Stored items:
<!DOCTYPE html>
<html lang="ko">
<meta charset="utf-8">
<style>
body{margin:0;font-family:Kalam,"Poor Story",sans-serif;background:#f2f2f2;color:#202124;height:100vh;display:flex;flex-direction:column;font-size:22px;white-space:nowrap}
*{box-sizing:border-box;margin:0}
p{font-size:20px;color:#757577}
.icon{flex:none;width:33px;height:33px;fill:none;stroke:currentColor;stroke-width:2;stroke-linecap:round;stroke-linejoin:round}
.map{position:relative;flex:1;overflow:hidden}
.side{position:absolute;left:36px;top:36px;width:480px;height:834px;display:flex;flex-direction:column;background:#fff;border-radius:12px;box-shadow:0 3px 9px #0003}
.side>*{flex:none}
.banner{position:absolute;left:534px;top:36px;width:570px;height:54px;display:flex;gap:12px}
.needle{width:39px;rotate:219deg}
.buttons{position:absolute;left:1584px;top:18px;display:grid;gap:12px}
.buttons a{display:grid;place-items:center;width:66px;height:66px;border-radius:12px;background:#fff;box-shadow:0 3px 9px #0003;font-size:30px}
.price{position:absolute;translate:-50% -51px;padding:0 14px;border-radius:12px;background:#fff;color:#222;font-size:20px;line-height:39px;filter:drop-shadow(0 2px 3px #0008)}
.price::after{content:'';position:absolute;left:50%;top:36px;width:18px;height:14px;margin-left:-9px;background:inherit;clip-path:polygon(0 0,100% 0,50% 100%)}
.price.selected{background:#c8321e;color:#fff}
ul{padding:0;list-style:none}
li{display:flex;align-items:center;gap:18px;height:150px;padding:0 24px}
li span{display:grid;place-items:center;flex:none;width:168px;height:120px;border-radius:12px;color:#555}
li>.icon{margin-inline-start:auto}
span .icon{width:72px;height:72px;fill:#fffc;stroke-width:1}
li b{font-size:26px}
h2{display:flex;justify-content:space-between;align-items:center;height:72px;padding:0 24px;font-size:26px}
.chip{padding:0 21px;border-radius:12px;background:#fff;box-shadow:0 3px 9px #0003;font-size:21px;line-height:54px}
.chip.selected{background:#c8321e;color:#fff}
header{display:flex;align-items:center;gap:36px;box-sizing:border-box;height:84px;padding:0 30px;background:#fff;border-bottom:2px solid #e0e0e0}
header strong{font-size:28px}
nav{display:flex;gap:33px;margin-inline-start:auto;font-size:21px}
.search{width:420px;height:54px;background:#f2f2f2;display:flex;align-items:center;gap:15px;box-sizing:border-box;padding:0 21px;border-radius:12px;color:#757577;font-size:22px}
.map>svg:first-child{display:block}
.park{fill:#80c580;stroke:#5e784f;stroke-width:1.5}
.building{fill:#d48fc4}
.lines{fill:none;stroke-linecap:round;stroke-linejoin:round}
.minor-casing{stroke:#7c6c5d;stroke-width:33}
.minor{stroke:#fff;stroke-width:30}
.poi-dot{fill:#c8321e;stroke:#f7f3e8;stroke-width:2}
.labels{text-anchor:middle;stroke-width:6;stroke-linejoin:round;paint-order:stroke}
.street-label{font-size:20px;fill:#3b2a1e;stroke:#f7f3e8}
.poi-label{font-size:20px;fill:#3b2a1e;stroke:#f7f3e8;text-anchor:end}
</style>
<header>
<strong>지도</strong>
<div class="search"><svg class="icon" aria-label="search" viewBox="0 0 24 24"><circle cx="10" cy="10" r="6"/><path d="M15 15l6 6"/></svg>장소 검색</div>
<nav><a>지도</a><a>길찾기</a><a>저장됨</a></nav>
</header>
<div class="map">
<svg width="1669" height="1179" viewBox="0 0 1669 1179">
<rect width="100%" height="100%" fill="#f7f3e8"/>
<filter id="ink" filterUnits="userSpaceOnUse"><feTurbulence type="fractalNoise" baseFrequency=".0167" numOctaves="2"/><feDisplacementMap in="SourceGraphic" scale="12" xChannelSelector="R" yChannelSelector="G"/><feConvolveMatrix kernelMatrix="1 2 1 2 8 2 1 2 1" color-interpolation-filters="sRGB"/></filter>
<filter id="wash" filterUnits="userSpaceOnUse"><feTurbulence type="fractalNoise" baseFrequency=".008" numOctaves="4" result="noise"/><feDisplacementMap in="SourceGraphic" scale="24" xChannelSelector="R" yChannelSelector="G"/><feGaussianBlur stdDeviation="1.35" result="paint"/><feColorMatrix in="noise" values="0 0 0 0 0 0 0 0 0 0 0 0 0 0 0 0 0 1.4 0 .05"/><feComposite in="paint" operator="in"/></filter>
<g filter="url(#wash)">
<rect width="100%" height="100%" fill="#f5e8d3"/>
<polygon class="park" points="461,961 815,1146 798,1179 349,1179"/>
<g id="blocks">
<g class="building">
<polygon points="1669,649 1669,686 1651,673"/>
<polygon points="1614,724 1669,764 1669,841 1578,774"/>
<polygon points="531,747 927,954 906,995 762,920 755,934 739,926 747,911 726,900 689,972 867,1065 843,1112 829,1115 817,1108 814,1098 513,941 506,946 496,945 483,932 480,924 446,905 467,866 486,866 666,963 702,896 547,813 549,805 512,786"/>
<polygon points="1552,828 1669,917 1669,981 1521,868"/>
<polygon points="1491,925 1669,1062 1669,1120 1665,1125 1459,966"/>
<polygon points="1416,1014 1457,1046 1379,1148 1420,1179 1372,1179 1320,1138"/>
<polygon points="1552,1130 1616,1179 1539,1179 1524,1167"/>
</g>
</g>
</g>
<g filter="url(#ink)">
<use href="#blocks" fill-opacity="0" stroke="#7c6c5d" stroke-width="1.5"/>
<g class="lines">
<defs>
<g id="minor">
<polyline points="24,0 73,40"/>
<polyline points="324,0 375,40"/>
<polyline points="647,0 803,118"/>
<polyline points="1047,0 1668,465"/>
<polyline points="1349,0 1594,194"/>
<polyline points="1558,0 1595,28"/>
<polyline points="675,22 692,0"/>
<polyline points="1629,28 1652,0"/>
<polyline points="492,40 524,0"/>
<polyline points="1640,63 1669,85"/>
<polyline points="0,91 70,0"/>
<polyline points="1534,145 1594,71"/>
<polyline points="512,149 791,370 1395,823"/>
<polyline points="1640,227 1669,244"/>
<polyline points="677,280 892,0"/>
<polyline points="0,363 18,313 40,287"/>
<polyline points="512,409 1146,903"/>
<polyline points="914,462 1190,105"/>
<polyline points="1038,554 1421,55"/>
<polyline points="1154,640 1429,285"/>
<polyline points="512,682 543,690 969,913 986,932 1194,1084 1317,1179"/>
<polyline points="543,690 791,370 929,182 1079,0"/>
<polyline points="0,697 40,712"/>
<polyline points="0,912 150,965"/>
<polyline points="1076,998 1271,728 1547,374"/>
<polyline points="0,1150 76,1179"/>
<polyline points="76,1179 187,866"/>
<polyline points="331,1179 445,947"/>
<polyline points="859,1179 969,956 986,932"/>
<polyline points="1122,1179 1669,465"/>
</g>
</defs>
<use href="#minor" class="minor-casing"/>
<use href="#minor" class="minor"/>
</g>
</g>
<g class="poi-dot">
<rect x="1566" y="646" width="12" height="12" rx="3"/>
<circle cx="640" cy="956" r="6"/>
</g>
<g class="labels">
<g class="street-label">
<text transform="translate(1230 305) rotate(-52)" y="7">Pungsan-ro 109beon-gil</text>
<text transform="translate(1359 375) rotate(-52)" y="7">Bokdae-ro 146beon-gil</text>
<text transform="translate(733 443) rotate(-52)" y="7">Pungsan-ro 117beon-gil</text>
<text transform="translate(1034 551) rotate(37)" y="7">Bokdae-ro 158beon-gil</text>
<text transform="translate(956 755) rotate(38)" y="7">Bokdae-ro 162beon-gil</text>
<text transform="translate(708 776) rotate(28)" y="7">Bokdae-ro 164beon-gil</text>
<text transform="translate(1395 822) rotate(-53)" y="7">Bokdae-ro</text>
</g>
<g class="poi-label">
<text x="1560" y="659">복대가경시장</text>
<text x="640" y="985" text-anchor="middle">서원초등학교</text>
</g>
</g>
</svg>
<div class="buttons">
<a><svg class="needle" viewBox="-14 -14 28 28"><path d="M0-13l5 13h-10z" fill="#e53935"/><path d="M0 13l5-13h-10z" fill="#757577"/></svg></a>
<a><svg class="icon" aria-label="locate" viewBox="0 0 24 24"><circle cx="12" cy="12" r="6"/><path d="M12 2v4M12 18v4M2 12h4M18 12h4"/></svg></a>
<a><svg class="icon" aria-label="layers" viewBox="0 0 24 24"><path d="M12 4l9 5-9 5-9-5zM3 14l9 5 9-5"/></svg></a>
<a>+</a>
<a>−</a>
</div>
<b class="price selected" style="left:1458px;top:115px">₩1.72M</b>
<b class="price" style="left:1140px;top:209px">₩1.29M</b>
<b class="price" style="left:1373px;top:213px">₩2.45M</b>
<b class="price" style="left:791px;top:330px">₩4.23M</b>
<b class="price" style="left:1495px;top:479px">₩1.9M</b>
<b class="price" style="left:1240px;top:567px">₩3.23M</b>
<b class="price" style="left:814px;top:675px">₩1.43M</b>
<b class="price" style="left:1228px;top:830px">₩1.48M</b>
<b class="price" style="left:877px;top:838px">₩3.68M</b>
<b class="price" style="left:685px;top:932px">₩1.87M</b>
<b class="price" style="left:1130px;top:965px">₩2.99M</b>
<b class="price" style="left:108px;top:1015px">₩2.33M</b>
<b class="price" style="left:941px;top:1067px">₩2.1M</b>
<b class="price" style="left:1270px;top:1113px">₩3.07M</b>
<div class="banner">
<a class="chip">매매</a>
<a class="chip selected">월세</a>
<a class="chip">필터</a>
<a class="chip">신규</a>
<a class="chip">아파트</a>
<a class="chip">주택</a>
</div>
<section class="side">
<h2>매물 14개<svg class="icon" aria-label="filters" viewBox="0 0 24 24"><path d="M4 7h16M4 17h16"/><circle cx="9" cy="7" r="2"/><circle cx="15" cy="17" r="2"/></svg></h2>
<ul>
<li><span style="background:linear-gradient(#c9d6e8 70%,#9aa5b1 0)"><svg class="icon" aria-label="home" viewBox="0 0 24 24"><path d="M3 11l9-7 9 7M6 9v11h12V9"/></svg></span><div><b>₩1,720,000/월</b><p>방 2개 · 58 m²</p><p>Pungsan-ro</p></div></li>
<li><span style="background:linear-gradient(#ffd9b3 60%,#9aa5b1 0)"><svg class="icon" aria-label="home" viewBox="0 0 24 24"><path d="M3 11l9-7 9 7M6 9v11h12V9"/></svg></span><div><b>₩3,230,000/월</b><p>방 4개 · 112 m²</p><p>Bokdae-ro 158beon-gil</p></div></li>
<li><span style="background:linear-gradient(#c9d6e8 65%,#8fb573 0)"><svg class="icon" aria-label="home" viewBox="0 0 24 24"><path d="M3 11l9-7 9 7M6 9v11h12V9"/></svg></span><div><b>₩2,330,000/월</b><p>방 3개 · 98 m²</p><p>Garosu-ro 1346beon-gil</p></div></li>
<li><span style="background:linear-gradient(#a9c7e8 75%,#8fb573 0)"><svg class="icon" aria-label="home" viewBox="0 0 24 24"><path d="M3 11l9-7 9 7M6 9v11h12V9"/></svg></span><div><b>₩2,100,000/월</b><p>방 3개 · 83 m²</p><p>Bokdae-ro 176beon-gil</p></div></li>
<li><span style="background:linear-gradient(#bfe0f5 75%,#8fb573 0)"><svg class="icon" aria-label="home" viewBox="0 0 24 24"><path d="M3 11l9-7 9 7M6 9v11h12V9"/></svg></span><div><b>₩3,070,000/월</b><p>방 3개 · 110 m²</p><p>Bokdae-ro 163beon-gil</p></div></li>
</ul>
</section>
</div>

## Required action
The answer must consist of every line in the records above that contains the word "buttons".

## Written reply
.buttons{position:absolute;left:1584px;top:18px;display:grid;gap:12px}
.buttons a{display:grid;place-items:center;width:66px;height:66px;border-radius:12px;background:#fff;box-shadow:0 3px 9px #0003;font-size:30px}
<div class="buttons">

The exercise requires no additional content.